→ **EXERCISE OBJECTIVE**
Copy every line that contains the string "Arrowhead" from the entries below.
** Opening DATASET block **
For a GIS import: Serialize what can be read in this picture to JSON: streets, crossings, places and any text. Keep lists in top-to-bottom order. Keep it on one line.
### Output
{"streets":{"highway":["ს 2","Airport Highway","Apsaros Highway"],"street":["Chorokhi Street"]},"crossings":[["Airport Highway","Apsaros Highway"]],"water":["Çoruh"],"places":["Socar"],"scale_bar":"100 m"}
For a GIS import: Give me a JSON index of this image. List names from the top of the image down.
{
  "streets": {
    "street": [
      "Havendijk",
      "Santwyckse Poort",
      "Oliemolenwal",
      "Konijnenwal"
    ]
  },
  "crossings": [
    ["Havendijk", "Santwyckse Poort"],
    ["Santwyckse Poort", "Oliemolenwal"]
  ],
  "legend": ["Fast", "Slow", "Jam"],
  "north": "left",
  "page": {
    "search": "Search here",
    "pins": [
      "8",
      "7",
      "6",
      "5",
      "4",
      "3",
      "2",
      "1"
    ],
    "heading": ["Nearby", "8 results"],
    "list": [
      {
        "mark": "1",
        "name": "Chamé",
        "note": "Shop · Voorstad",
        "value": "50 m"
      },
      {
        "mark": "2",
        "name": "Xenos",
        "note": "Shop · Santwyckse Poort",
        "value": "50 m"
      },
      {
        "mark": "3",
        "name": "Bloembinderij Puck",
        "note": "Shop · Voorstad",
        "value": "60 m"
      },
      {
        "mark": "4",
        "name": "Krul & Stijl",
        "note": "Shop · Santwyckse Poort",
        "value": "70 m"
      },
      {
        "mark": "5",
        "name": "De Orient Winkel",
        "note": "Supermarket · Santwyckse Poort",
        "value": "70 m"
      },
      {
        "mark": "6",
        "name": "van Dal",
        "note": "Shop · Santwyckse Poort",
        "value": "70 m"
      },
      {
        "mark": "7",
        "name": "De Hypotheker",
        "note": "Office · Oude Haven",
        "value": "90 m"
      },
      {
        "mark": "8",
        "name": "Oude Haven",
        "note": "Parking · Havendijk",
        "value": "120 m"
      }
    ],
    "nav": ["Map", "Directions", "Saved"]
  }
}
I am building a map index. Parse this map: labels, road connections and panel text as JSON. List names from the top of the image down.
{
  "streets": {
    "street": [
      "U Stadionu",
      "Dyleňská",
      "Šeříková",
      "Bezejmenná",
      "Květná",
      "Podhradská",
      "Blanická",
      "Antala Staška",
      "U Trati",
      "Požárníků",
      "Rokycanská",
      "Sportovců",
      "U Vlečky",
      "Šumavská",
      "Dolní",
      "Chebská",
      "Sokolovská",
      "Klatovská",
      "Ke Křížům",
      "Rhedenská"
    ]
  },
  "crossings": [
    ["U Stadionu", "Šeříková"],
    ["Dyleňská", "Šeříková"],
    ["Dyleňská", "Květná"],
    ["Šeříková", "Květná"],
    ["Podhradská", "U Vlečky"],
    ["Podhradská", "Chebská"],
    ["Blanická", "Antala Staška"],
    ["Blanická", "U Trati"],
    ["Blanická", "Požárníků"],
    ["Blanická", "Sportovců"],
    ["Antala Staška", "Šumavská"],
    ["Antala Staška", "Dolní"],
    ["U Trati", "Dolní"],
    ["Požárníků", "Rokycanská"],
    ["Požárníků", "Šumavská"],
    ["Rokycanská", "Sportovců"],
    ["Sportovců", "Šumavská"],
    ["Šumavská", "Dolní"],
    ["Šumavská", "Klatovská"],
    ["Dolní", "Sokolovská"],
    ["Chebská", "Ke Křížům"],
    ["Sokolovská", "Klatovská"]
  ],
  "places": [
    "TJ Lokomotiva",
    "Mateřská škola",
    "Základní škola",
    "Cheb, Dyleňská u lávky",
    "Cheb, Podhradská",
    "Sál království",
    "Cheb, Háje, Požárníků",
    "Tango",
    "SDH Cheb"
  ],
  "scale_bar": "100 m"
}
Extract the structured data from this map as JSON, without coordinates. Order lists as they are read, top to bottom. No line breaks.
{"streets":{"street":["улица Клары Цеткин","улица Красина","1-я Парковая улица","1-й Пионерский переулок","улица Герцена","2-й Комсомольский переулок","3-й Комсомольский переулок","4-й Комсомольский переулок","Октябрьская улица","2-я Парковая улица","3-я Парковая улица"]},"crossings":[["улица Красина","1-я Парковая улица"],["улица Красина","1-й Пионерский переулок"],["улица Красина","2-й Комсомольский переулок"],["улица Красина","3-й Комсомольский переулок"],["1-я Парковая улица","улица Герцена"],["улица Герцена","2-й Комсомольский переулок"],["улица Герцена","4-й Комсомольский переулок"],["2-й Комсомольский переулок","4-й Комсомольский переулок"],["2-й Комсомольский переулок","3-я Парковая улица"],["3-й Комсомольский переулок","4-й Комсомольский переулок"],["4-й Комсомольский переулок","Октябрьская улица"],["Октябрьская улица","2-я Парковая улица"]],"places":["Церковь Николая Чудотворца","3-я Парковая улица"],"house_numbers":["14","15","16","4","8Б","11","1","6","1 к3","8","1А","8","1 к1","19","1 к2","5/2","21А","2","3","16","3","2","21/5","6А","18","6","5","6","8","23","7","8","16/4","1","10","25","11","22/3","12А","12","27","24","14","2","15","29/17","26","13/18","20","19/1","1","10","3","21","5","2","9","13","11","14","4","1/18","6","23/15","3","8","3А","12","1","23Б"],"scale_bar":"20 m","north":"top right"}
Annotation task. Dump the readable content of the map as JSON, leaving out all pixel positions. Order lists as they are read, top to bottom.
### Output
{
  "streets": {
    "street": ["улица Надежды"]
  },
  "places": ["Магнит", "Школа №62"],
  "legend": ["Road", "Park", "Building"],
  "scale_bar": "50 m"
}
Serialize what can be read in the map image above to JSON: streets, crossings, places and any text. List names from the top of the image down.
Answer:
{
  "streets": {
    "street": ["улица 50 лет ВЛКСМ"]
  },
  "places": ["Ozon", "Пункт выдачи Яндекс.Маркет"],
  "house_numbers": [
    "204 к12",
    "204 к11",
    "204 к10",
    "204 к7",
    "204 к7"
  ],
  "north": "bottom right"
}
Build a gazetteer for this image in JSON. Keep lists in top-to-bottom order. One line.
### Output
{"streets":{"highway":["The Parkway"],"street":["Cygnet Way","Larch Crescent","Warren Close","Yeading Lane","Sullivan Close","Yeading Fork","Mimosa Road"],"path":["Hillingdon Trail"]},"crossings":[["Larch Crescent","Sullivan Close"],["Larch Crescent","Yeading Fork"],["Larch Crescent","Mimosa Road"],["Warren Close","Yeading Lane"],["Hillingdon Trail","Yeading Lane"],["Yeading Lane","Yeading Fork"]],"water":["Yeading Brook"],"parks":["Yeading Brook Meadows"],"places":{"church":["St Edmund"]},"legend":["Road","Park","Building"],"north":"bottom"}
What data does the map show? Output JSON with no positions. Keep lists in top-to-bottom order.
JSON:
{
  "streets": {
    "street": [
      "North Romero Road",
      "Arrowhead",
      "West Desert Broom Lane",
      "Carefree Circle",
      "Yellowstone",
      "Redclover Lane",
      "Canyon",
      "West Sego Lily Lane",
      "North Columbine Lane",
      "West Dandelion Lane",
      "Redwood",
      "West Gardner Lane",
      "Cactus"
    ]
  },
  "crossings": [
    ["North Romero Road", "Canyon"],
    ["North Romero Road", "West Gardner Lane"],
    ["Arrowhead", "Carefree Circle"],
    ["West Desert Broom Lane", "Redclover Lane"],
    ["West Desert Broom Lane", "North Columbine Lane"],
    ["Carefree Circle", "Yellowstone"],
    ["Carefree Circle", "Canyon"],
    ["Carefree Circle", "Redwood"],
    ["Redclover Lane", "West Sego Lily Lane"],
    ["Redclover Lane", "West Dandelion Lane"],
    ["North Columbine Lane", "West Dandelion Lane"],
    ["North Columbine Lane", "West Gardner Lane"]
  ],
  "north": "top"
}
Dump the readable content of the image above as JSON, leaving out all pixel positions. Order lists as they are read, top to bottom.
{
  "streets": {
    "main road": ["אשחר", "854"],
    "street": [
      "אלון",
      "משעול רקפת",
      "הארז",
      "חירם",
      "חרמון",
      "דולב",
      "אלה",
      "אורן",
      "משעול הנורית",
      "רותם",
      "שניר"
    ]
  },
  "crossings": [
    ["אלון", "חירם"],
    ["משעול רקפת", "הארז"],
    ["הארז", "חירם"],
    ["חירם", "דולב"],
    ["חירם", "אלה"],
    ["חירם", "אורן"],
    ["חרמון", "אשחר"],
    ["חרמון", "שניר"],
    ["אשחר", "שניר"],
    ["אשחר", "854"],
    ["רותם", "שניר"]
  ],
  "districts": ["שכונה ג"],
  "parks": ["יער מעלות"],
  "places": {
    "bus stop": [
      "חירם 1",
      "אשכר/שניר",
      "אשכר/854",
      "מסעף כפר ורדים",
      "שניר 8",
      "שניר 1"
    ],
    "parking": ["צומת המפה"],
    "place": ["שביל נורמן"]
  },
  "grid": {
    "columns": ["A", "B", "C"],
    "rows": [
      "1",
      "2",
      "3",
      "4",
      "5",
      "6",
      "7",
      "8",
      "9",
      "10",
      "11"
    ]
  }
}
** Closing DATASET block **
→ **YOUR SOLUTION**
      "Arrowhead",
    ["Arrowhead", "Carefree Circle"],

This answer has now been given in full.